## Model Evaluation - Random Forest Models on Diff Data
USA World Series Results,
Run on "Diff" data

# @To Do

- [ ] Randomize data and rebuild model
    * Limit to very simple tuning, so as not to overfit
    * n_estimators = 100 to 3-400
    * 5-fold or 6-fold CV
    * max_features = 5 or 6
- [ ] Merge new data from validation set into full data set
- [ ] Explore relationship between Posession Time + Attacking Rucks + Passes

In [56]:
import pandas as pd
import numpy as np
import matplotlib.pyplot as plt
import seaborn as sns
%matplotlib inline

from sklearn.model_selection import train_test_split

In [57]:
#Import Data - USA's differential data
df = pd.read_csv('../data/output/new_features_diffdata.csv')
df.head()

#Import validation data
#valdf = pd.read_csv('../data/output/new_features_diffdata_validate.csv')
#valdf.head()

Unnamed: 0,Opp,Tournament,Poss_Time_Diff,Score_Diff,Conv_Diff,Tries_Diff,Passes_Diff,Contestable_KO_Win_pct_Diff,PenFK_Against_Diff,RuckMaul_Diff,...,-99 : -75,-74 : -25,-24 : -1,0 : 25,26 : 50,51 : 75,76 : 100,101 : 125,126 : 150,Result
0,AUSTRALIA,2015_Cape_Town,13.96648,-10.638298,-14.285714,0.25,25.925926,-50.0,0.0,0.0,...,0.0,-12.5,0.0,0.0,0.0,0.0,0.0,0.0,0.0,0
1,WALES,2015_Cape_Town,7.471264,15.555556,14.285714,0.083333,27.868852,25.0,-20.0,-100.0,...,0.0,0.0,0.0,12.5,0.0,0.0,0.0,0.0,0.0,1
2,KENYA,2015_Cape_Town,-33.136095,-44.444444,-33.333333,-0.75,-10.638298,-16.666667,66.666667,60.0,...,0.0,0.0,-5.0,0.0,0.0,0.0,0.0,0.0,0.0,0
3,NEW ZEALAND,2015_Cape_Town,51.758794,33.333333,33.333333,0.0,76.119403,-75.0,-50.0,-100.0,...,-37.5,0.0,0.0,0.0,0.0,0.0,0.0,0.0,0.0,1
4,FIJI,2015_Cape_Town,12.880562,-20.833333,-25.0,0.266667,38.461538,-66.666667,-33.333333,-33.333333,...,0.0,-12.5,0.0,0.0,0.0,0.0,0.0,0.0,0.0,0


## Randomize Data

In [58]:
#Shuffle dataframes before running model to prevent overfitting
from sklearn.utils import shuffle
df = shuffle(df)
#shuffle validation set
#valdf = shuffle(valdf)

In [59]:
#Diagnostic
#df.info()
list(df.columns)
#df.head()

['Opp',
 'Tournament',
 'Poss_Time_Diff',
 'Score_Diff',
 'Conv_Diff',
 'Tries_Diff',
 'Passes_Diff',
 'Contestable_KO_Win_pct_Diff',
 'PenFK_Against_Diff',
 'RuckMaul_Diff',
 'Ruck_Win_pct_Diff',
 'Cards_diff',
 'Lineout_Win_Pct_Diff',
 'Scrum_Win_Pct_Diff',
 '-175 : -150',
 '-149 : -125',
 '-124 : -100',
 '-99 : -75',
 '-74 : -25',
 '-24 : -1',
 '0 : 25',
 '26 : 50',
 '51 : 75',
 '76 : 100',
 '101 : 125',
 '126 : 150',
 'Result']

### Pre-processing data

In [60]:
#Create a list of features to drop that are unneccessary or will bias the prediction
droplist = ['Opp', 'Score_Diff', 'Tries_Diff','Tournament', 'Conv_Diff','-175 : -150', '-149 : -125','-124 : -100', '-99 : -75', '-74 : -25','-24 : -1','0 : 25','26 : 50','51 : 75','76 : 100','101 : 125','126 : 150']

rf_data = df.drop((droplist), axis=1)

#Drop rows with Result == "2" (Ties).

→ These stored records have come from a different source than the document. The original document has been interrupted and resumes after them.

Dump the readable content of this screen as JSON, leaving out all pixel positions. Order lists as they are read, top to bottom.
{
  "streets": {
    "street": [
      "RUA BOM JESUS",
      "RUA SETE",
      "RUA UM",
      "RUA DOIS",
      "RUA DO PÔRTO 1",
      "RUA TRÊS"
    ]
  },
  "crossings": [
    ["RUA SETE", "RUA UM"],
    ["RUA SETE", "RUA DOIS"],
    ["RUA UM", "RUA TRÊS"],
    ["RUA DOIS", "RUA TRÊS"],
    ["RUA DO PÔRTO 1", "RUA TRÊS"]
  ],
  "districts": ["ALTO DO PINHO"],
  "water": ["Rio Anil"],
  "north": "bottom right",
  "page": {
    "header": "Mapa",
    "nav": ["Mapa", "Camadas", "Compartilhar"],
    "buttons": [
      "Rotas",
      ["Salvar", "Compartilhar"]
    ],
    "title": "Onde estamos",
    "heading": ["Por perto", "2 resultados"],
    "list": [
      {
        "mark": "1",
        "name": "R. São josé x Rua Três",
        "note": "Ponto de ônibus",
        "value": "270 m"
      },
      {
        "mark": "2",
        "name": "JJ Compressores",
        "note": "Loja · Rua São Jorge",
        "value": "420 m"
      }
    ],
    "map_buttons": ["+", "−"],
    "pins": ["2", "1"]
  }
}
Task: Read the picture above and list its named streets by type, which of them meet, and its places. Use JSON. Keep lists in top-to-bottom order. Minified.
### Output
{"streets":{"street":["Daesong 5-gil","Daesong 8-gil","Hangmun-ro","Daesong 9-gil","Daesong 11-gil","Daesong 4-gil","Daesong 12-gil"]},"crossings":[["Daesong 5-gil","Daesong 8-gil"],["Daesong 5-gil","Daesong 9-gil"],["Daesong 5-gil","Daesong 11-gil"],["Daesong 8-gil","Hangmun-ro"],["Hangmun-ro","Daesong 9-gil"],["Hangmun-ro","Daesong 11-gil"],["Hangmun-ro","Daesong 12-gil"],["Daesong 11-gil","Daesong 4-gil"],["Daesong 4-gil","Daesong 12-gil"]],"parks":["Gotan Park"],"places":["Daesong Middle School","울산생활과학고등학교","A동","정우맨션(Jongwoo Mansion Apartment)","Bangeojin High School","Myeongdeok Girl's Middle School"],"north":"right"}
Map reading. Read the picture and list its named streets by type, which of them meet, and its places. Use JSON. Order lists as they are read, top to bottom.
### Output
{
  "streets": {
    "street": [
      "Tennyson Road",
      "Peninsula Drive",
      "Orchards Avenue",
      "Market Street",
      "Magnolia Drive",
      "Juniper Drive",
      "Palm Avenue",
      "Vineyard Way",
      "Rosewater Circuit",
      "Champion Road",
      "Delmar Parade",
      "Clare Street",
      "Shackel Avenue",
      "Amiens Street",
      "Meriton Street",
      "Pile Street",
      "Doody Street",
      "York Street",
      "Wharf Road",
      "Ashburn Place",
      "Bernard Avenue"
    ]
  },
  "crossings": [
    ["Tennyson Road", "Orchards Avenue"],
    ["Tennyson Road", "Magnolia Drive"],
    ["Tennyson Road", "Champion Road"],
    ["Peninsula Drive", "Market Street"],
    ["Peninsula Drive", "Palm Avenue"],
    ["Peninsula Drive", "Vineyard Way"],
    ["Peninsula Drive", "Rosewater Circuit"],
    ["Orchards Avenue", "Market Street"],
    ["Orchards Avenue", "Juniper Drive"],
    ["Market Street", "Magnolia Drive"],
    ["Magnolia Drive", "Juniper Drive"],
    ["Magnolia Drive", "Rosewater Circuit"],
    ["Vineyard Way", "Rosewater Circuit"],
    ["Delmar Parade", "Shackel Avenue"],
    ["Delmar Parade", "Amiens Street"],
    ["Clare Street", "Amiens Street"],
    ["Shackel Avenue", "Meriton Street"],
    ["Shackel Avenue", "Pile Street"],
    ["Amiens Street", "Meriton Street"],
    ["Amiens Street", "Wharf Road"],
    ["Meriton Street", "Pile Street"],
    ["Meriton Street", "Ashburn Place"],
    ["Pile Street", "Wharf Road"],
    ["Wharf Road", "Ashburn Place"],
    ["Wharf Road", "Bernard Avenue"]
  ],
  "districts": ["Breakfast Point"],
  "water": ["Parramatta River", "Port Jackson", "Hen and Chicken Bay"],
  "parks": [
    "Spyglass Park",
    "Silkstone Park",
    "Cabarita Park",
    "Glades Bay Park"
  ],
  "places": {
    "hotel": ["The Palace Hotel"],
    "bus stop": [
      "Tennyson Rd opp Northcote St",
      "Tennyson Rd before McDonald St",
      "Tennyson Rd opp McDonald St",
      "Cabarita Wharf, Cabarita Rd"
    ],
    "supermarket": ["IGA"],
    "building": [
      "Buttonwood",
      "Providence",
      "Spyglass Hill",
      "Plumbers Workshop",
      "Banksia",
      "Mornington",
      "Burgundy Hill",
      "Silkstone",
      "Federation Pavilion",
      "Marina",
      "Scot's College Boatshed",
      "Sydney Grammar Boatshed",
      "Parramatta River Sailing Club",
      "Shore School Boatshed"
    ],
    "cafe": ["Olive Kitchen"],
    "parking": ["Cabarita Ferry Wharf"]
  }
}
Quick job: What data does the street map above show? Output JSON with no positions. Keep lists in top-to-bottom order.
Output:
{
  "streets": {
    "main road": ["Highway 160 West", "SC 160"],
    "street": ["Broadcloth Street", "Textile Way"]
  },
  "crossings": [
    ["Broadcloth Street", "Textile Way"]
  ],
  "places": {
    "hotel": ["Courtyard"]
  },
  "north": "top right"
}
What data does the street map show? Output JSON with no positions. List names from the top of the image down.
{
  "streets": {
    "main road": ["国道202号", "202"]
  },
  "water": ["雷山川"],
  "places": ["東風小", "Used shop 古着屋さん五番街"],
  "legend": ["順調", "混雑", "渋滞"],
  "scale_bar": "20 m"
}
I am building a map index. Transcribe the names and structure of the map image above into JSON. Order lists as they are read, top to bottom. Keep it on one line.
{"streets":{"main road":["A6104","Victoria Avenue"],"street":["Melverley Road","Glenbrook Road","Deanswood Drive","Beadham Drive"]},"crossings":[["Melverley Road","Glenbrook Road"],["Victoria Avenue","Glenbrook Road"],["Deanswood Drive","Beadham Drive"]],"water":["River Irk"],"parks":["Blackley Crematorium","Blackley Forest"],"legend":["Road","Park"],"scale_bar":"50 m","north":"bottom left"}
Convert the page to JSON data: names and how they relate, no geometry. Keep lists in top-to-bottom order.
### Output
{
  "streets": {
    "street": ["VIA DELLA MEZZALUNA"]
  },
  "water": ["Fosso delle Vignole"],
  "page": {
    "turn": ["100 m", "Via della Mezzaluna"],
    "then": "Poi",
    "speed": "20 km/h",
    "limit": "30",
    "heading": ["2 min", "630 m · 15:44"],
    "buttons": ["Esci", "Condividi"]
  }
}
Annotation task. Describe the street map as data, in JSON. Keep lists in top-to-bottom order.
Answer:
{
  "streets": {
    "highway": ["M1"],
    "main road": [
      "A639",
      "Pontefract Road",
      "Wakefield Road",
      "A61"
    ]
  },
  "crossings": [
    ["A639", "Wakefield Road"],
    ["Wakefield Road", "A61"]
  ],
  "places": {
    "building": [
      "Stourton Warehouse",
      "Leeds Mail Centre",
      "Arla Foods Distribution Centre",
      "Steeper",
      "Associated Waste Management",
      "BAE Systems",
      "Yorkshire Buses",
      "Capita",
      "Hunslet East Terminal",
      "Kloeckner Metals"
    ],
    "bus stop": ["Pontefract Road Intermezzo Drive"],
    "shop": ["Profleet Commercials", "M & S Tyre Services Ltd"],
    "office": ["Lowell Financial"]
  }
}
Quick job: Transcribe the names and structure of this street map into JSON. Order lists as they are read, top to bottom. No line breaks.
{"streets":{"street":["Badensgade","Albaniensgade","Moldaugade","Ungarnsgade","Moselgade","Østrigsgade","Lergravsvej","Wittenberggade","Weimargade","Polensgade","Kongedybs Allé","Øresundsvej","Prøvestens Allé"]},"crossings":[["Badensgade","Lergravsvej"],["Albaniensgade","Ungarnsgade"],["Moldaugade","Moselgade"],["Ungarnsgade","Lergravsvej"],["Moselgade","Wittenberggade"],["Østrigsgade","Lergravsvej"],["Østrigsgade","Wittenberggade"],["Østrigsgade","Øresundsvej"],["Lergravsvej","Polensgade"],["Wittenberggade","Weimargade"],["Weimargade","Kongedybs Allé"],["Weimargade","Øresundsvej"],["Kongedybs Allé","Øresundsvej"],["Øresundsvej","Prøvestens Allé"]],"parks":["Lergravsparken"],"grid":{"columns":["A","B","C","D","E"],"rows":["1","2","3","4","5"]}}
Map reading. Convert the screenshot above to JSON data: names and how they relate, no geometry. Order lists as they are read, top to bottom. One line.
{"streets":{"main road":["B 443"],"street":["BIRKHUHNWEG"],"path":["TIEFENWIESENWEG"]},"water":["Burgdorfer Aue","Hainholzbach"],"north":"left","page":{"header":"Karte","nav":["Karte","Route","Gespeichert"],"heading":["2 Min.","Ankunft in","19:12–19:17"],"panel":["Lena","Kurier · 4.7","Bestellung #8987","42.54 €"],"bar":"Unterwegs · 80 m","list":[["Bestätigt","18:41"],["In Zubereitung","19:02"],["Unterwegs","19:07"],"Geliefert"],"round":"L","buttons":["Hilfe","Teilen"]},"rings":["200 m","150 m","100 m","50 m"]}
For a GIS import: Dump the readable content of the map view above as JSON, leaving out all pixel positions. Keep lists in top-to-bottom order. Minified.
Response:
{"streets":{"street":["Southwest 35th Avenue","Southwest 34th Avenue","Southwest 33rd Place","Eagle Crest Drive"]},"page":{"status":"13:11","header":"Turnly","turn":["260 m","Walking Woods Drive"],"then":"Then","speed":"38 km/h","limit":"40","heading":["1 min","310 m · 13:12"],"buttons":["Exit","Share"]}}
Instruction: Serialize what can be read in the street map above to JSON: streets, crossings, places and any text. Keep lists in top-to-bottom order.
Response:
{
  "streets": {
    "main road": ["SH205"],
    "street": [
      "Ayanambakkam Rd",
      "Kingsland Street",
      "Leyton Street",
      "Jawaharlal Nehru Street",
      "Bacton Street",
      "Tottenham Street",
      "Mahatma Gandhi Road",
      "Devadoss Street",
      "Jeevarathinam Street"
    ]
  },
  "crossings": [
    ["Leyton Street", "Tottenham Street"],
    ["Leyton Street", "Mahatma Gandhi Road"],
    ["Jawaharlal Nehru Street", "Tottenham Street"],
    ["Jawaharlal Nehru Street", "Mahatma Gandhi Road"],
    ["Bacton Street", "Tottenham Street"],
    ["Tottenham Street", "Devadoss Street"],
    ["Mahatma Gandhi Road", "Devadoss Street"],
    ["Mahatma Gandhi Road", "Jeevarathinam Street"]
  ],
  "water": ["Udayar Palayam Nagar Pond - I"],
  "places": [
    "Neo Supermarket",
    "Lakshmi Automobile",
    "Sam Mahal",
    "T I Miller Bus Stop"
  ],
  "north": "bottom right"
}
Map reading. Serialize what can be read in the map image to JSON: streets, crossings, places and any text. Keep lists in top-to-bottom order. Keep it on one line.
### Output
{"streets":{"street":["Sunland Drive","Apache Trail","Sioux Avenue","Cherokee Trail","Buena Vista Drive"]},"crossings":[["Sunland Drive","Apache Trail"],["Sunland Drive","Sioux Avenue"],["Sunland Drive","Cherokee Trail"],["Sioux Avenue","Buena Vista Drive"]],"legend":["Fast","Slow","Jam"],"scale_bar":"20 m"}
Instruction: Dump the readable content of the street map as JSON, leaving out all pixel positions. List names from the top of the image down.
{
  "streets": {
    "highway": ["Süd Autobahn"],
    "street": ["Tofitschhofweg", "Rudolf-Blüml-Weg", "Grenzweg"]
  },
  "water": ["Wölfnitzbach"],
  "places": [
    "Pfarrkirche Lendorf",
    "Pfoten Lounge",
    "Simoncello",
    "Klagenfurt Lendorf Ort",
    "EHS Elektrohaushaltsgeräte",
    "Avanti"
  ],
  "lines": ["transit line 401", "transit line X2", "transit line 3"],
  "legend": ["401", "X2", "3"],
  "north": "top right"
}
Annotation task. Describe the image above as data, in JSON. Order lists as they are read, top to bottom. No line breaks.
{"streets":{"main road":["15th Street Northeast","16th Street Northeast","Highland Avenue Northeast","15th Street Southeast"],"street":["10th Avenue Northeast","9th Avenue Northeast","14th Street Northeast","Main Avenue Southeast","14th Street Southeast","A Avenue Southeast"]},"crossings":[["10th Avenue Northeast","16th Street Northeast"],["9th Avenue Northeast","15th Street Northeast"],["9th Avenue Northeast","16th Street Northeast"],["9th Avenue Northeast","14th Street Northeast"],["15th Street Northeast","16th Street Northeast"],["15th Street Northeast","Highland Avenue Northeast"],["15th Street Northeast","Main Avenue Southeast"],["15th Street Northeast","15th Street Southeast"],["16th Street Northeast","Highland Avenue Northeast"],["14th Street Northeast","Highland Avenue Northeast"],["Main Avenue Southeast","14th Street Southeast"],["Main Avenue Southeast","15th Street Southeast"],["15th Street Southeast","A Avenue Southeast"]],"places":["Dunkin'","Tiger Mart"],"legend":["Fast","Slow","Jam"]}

This label messes up classification models
rf_data.drop(rf_data[rf_data.Result == 2].index, inplace=True)

In [61]:
#rf_data.head()
#Check to insure 'Result' only contains 2 values (W, L)
#rf_data['Result'].describe()
#rf_data.describe()

In [62]:
#list(rf_data.columns) 

In [63]:
#Pull out the variable we're trying to predict: 'Result'
X = rf_data.drop('Result',axis=1)
y = rf_data['Result']
#X_train, X_test, y_train, y_test = train_test_split( X, y, test_size=0.30)

### Train/Test Split

*Commented out, because if using standard scaler in a pipeline, it does it for you - see notes below.*

In [64]:
#Split into train/test/validate sets
#OR, keep as is and use new data for validate
#156 rows in original dataframe
#X_train, X_test, y_train, y_test = train_test_split(X, y, test_size=0.3, random_state=77)

<span style="color:red">## NOTE:</span>  
https://stackoverflow.com/questions/51459406/apply-standardscaler-in-pipeline-in-scikit-learn-sklearn

When you use the StandardScaler as a step inside a Pipeline then scikit-learn will internally do the job for you.

What happens can be discribed as follows:  

* Step 0: The data are split into TRAINING data and TEST data according to the cv parameter that you specified in the GridSearchCV.
* Step 1: the scaler is fitted on the TRAINING data
* Step 2: the scaler transforms TRAINING data
* Step 3: the models are fitted/trained using the transformed TRAINING data
* Step 4: the scaler is used to transform the TEST data
* Step 5: the trained models predict using the transformed TEST data

***Note:*** You should be using grid.fit(X, y) and NOT grid.fit(X_train, y_train) because the GridSearchCV will automatically split the data into training and testing data (this happen internally).

Your code should look like this:

<code>pipe = Pipeline([
        ('scale', StandardScaler()),
        ('reduce_dims', PCA(n_components=4)),
        ('clf', SVC(kernel = 'linear', C = 1))])

param_grid = dict(reduce_dims__n_components=[4,6,8],
                  clf__C=np.logspace(-4, 1, 6),
                  clf__kernel=['rbf','linear'])

grid = GridSearchCV(pipe, param_grid=param_grid, cv=3, n_jobs=1, verbose=2, scoring= 'accuracy')
grid.fit(X, y)
print(grid.best_score_)
print(grid.cv_results_)</code>

Once you run this code (when you call **grid.fit(X, y)**), you can access the outcome of the grid search in the result object returned from grid.fit(). The **best_score_ member** provides access to the best score observed during the optimization procedure and the **best_params_** describes the combination of parameters that achieved the best results.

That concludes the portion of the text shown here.